Ayers found the support from the Center to be so beneficial that she continued to use it as a resource and then volunteered to become a peer tutor.
"By teaching others, I think you learn more," said Ayers. "My writing is stronger, and so are my people skills. I can see how being a better communicator makes me a better leader. It improves my ability to be tactful and to speak intelligently. As a tutor, I'm not just reading my friends' papers and helping them. I'm dealing with all types of people with different styles of communication, like what I will encounter in the work place.
"In the Intro to Law course, Professor Hauserman told us that most people do not write up to their IQ," added Ayers. "By spending the time and effort now, I hope to someday write to my highest level."
Hauserman says the writing center initiative is very unusual among business schools and has received rave reviews at a national undergraduate programs conference this spring.
"Judging by our peers' response, we are helping to break new ground in management education," said Hauserman. "We have set up a center housed in the business college that deals with the particular needs of professional business communication -- that is rare."
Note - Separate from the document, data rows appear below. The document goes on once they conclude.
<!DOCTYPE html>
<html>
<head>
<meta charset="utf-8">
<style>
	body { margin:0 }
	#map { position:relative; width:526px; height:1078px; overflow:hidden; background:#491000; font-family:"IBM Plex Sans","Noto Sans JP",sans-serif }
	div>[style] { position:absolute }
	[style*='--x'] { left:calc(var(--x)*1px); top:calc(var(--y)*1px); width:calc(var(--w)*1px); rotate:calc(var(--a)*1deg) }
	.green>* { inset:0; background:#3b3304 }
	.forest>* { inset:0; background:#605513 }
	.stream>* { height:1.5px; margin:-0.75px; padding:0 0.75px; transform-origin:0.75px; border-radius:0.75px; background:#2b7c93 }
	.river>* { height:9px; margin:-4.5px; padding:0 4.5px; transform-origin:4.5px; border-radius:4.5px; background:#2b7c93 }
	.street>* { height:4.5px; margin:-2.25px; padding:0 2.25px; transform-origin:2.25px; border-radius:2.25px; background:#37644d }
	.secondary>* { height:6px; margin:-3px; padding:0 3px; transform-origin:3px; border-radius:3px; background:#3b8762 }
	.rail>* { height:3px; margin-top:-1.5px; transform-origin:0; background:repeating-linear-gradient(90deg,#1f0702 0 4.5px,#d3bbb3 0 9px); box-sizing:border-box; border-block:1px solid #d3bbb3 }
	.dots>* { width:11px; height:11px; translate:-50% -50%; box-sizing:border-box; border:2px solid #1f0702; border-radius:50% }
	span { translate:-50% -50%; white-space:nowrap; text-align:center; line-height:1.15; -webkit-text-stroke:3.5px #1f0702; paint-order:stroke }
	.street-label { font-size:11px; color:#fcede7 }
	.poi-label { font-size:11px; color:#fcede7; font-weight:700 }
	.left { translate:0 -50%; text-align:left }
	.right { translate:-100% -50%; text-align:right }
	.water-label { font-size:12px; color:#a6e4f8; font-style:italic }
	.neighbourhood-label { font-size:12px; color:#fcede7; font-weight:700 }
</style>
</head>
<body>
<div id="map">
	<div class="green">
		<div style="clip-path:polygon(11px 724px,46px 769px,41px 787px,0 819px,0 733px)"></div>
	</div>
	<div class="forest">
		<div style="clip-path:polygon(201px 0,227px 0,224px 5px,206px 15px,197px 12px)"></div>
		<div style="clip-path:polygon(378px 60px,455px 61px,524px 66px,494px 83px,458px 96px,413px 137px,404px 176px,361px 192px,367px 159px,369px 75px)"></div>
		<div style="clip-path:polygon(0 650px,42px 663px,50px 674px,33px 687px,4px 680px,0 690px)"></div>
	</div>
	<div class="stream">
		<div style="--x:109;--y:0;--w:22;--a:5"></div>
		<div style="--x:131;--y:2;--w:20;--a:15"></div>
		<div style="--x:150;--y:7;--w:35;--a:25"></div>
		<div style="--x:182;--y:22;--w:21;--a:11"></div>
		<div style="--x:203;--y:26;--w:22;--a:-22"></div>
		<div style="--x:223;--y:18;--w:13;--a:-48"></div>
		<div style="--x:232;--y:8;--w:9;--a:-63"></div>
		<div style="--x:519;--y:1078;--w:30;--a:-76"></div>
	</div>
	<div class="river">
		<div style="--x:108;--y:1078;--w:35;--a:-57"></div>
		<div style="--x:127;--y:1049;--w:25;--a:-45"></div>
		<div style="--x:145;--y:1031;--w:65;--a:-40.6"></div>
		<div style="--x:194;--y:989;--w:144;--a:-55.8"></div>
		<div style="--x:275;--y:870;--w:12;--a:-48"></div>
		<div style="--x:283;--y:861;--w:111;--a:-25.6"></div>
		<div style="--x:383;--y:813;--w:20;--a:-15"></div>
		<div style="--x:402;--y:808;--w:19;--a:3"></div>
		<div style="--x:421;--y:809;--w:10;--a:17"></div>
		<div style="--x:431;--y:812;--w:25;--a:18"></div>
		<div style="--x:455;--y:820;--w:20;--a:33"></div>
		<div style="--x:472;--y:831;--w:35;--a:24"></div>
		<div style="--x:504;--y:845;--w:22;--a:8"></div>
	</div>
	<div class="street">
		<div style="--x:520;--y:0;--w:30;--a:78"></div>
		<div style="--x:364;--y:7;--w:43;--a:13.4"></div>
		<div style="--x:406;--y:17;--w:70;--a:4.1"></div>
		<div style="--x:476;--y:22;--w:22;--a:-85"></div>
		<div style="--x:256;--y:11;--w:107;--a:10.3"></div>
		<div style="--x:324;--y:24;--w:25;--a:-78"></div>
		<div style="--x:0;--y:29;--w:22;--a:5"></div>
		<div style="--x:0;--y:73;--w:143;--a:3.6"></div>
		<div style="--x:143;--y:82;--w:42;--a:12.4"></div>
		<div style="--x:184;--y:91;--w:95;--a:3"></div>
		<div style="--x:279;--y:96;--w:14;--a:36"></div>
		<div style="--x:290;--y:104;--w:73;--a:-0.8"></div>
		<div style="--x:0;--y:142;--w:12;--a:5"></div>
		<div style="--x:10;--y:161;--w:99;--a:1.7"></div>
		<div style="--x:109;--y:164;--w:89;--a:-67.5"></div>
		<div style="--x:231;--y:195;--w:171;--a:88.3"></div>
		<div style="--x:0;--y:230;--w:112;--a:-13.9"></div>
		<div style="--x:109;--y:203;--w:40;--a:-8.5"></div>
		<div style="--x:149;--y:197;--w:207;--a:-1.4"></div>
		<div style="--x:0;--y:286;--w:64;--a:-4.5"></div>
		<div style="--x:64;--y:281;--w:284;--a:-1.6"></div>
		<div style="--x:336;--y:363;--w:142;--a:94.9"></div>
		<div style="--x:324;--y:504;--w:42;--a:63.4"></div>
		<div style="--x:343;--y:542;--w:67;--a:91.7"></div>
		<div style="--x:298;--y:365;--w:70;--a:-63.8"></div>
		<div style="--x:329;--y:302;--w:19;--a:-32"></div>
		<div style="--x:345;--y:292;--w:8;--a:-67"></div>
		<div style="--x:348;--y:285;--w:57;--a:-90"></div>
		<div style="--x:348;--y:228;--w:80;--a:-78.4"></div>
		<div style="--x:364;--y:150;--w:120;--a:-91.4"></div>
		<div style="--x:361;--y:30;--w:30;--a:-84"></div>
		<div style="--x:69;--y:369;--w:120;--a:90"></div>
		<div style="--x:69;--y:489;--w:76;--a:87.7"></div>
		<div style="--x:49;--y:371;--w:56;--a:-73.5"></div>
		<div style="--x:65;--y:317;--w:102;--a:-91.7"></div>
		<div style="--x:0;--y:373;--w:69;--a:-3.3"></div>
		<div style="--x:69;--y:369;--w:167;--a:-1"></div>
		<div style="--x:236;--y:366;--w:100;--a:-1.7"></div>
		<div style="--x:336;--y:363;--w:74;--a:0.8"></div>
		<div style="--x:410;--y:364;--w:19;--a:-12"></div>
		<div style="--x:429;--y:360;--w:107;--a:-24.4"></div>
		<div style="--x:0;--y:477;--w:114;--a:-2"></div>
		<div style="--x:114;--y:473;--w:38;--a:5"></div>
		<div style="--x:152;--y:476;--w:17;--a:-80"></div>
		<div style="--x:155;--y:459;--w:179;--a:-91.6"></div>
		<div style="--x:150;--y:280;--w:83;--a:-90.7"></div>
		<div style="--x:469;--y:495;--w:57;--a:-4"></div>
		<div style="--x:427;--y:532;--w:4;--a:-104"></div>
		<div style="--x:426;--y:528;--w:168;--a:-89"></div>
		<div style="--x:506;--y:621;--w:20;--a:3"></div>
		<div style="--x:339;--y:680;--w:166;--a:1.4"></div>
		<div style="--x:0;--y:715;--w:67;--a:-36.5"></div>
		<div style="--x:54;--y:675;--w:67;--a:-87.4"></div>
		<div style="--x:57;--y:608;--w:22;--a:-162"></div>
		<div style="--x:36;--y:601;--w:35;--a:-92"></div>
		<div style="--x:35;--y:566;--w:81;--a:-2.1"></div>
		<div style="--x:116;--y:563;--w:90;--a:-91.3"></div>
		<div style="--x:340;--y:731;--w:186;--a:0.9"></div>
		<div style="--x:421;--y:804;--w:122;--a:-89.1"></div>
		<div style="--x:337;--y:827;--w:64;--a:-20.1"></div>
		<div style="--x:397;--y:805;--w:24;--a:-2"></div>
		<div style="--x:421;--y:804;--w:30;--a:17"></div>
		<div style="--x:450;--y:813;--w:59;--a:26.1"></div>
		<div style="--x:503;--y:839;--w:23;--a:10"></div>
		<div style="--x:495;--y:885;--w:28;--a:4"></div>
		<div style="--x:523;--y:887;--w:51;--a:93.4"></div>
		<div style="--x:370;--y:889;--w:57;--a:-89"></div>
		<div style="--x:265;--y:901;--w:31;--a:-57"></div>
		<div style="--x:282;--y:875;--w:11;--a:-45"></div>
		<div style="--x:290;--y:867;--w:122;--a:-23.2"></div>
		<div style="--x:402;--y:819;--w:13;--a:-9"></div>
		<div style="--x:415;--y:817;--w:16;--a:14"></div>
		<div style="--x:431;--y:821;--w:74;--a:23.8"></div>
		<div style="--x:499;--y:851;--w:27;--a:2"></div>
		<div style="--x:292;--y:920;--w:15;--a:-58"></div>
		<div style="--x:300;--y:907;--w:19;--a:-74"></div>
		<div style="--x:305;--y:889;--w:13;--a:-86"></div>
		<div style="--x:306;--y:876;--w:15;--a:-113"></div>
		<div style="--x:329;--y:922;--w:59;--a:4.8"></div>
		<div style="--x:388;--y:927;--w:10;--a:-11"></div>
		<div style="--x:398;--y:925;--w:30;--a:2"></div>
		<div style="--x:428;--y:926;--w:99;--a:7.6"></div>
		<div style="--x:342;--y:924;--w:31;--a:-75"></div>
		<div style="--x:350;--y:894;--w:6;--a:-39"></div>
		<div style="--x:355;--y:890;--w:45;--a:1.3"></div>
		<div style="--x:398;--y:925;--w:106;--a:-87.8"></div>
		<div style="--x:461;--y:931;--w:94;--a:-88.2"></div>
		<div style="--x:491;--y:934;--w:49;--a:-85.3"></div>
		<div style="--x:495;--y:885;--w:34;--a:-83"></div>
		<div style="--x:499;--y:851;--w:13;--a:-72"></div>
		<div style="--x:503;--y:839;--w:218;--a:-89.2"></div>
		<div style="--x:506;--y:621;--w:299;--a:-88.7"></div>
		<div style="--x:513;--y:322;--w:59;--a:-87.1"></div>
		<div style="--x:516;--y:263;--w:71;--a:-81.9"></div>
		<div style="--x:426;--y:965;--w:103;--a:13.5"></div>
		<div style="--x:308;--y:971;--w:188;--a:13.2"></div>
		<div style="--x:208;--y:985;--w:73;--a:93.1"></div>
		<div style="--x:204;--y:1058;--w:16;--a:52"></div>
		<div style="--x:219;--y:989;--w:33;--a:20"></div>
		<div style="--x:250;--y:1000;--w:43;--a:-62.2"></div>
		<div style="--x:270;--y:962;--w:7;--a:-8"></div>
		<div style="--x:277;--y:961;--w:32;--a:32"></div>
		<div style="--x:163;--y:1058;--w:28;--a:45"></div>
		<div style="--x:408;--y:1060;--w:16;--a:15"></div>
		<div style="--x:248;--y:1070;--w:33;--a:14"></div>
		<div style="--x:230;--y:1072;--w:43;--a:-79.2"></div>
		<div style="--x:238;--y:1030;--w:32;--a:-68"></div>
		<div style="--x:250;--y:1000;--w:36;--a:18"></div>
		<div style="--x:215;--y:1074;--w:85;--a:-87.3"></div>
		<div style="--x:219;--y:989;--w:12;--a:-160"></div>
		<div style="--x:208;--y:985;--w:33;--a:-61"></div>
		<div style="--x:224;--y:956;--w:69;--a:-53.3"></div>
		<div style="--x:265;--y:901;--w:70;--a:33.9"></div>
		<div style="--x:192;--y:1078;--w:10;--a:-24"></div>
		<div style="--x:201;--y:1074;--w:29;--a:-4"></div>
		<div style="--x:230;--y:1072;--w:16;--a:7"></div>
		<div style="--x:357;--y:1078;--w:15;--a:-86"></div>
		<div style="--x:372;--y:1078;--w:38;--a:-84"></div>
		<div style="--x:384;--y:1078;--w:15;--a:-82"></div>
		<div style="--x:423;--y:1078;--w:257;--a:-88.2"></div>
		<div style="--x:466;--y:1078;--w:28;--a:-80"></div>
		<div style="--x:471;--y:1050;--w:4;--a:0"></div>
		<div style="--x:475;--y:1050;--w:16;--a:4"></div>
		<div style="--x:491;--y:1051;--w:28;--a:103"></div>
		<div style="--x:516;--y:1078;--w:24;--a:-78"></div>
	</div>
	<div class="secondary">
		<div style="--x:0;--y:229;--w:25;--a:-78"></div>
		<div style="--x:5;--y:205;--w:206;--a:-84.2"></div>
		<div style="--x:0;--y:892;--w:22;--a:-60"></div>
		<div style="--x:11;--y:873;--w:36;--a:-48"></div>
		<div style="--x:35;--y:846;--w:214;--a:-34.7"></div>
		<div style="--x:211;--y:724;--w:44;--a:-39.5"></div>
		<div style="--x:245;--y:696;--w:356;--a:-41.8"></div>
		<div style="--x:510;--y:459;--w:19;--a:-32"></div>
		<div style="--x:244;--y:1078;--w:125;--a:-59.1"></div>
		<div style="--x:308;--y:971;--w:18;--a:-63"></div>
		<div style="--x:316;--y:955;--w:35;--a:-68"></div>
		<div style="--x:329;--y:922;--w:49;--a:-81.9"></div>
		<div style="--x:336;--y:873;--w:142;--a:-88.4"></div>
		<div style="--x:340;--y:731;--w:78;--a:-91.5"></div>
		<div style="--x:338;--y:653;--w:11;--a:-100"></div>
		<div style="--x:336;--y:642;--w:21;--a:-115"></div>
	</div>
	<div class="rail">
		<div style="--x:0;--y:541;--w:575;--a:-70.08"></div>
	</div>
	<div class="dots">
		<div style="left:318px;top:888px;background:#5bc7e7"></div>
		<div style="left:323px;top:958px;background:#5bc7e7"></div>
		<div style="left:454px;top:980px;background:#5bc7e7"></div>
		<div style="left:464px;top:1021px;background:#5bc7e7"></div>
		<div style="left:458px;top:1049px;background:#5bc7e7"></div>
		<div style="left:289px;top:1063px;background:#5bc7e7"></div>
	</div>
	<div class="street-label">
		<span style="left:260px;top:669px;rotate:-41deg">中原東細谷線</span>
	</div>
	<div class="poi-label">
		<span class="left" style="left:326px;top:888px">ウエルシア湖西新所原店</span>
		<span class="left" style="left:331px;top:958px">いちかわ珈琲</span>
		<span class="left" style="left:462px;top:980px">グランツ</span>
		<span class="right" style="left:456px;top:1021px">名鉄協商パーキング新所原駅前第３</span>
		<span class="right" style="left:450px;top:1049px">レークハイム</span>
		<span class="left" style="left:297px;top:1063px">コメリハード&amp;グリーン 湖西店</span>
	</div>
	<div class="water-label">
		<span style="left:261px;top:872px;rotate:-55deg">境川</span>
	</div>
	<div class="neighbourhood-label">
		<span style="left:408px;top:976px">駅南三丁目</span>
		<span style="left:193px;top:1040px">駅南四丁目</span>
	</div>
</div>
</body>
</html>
The Center evolved from many efforts, starting with the Tippie College providing writing consultants for MBA students. Later, Lola Lopes, former associate dean of the Undergraduate Program, and Dan Collins, head of the accounting department, developed a writing program for accounting majors. Now the Center hopes to expand and offer even more services to include training in oral communication (presentations and public speaking) and team projects.
With the Center's Writing Across the Curriculum (WAC) initiative, the amount of writing is increasing across all disciplines of the Tippie College. Faculty members are integrating writing into all parts of the curriculum in five or six classes each semester, and often include Renaud and her tutors in their classrooms.
Ken Brown, associate professor in the department of management and organizations has used the Center to help students in his undergraduate organizational behavior class. Brown's students get extra credit for using the Center for feedback prior to handing in assignments. The Center staff also provides written comments on two of the four writing assignments in his class after the papers are handed in.
"Students love the one-on-one attention they get at the Center, and I appreciate the improvement in the quality of students' work" said Brown. He also suggests there are less obvious benefits of the Center.
"I am also starting to see more subtle, pedagogical benefits. Jessica and her staff generate feedback that provides an opportunity to improve the assignments and the instructional material that I provide to support those assignments. The Center helps make students better communicators and is helping me to become a better teacher at the same time."